"""
VLM wrapper for prefilling and generation across multiple backends.

PrefillingModel supports:
1. Prefill NLL computation for consensus scoring
2. Baseline answer generation for draft reasoning

Supported backends:
    Qwen, MiMO, InternVL, GLM, Ovis, Eagle, LLaVA-OneVision, Gemma
"""

from __future__ import annotations
from dataclasses import dataclass
from typing import Dict, List, Tuple, Optional

import torch
from torch import Tensor
from PIL import Image
from qwen_vl_utils import process_vision_info

@dataclass
class Specials:
    """Holds backend-specific chat markers and special token ids."""
    user_prefix: List[int]
    asst_prefix: List[int]
    pad_id: Optional[int] = None
    image_token_ids: Tuple[int, ...] = ()

class PrefillingModel:
    """
    A light wrapper that exposes two capabilities:
      (1) prefill_nll: average NLL on the answer span only (for consensus scoring)
      (2) answer:      baseline generative answering (for draft reasoning)
    """

    def __init__(self, model, processor, tokenizer, tag: str, device: str = "cuda"):
        self.model = model
        self.processor = processor
        self.tokenizer = tokenizer
        self.tag = tag.lower()
        self.device = device

        self.gen_kwargs = self._default_gen_kwargs()
        self.specials = self._specials_for_tag()
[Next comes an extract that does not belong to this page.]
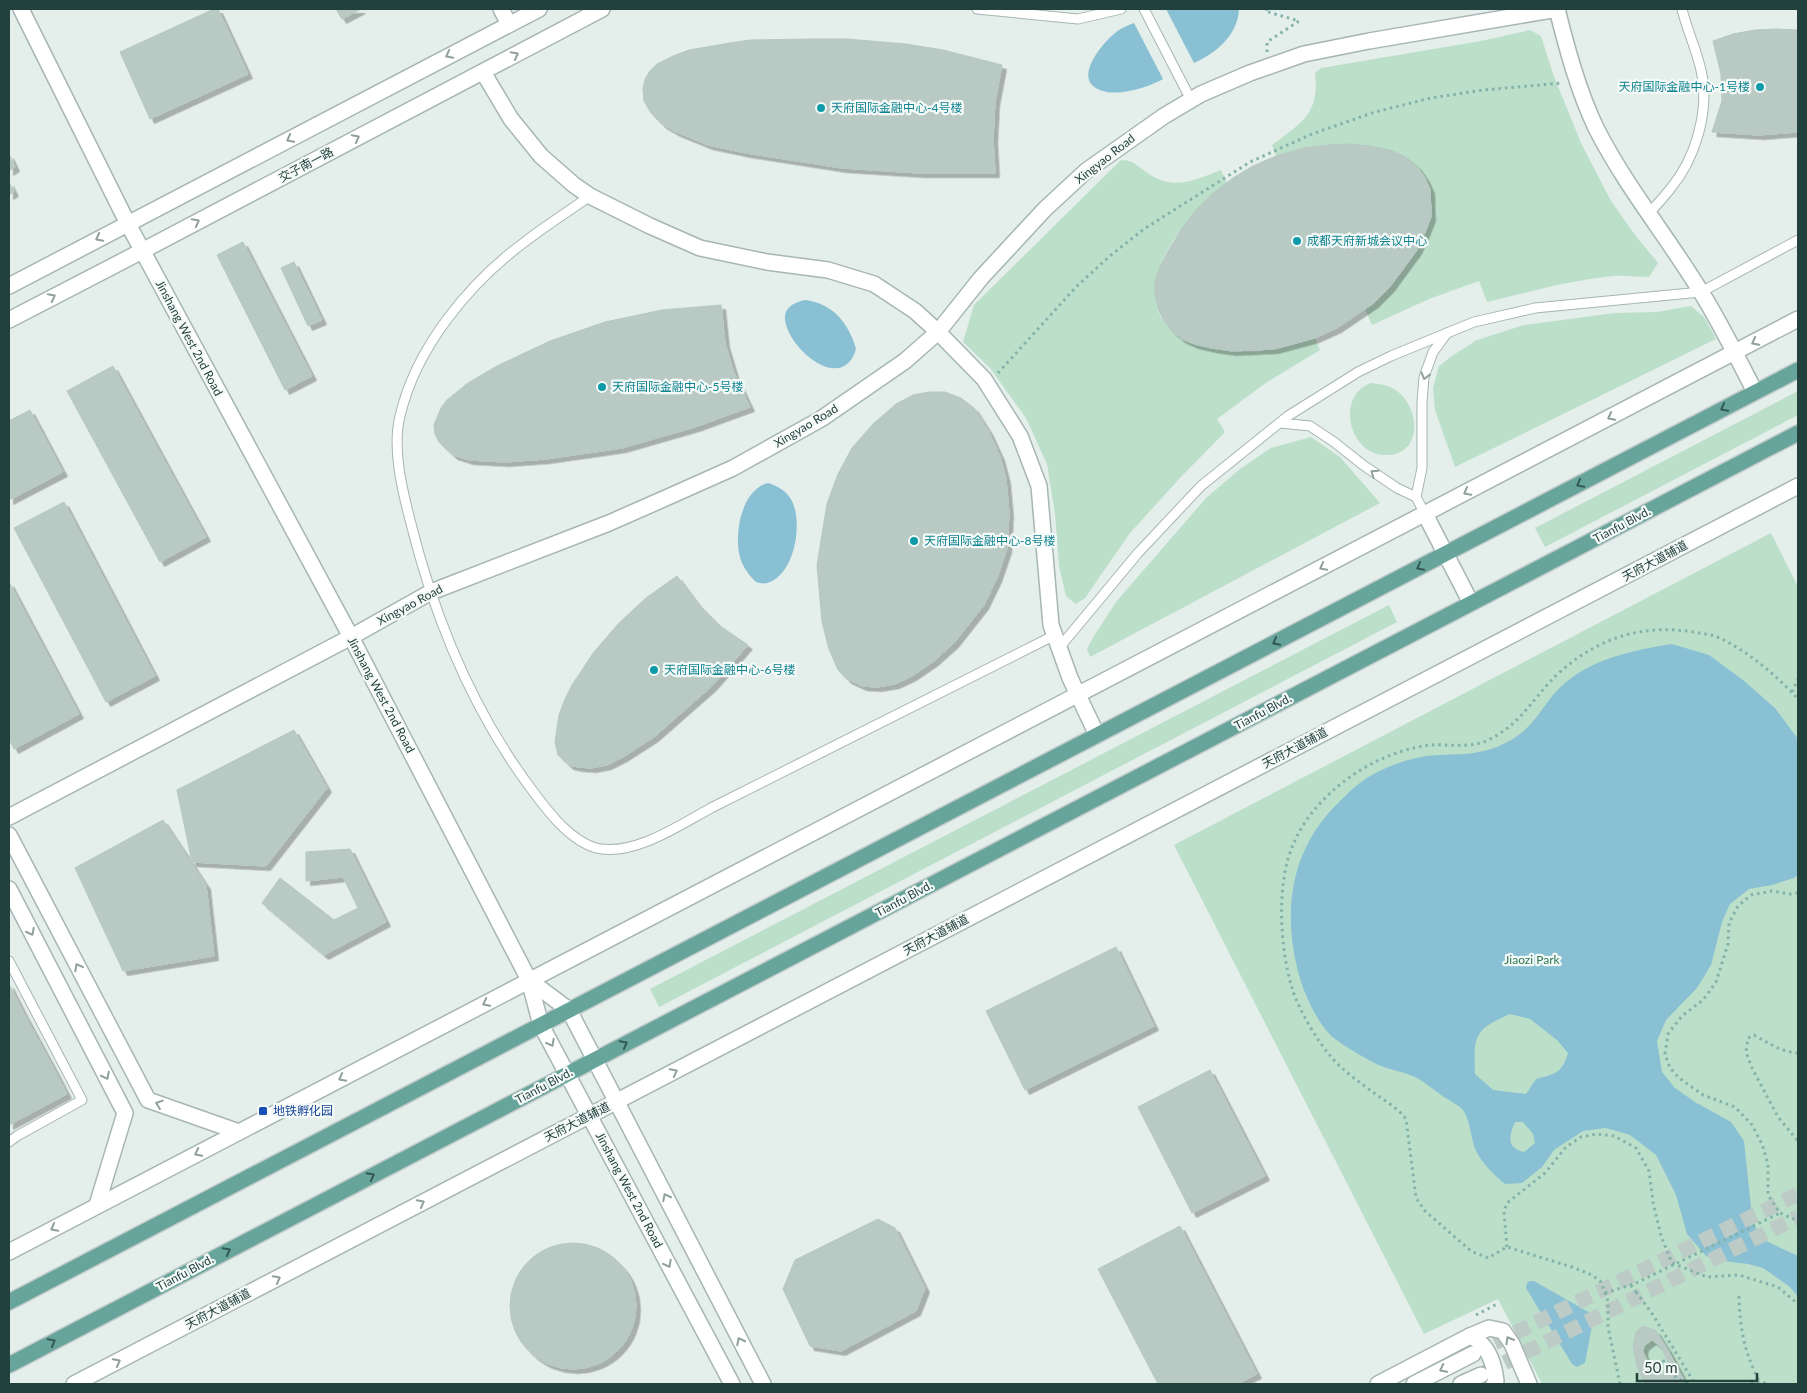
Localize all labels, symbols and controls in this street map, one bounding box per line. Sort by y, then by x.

    def _default_gen_kwargs(self) -> Dict:
        """
        Returns backend-specific generation defaults. Following each model's own evaluation framework.
        """
        if "qwen" in self.tag:
            return dict(max_new_tokens=2048, temperature=0.01, top_p=0.001, top_k=1, repetition_penalty=1.0)
        if "mimo" in self.tag:
            return dict(max_new_tokens=16384, temperature=0.0, top_p=1.0)
        if "intern" in self.tag:
            return dict(max_new_tokens=4096, do_sample=True, temperature=0.7, top_p=0.95)
        if "glm" in self.tag:
            return dict(max_new_tokens=8192, temperature=0.1, do_sample=True)
        if "ovis" in self.tag:
            return dict(max_new_tokens=3072, do_sample=False, top_p=None, top_k=None, temperature=None, repetition_penalty=None)
        if "llava" in self.tag:
            return dict(max_new_tokens=1024, do_sample=False, temperature=0.0, top_p=None, num_beams = 1)
        if "eagle" in self.tag:
            return dict(do_sample=True, temperature=0.2, top_p=0.5, num_beams=1, max_new_tokens=1024, use_cache=True)
        return dict(max_new_tokens=2048) 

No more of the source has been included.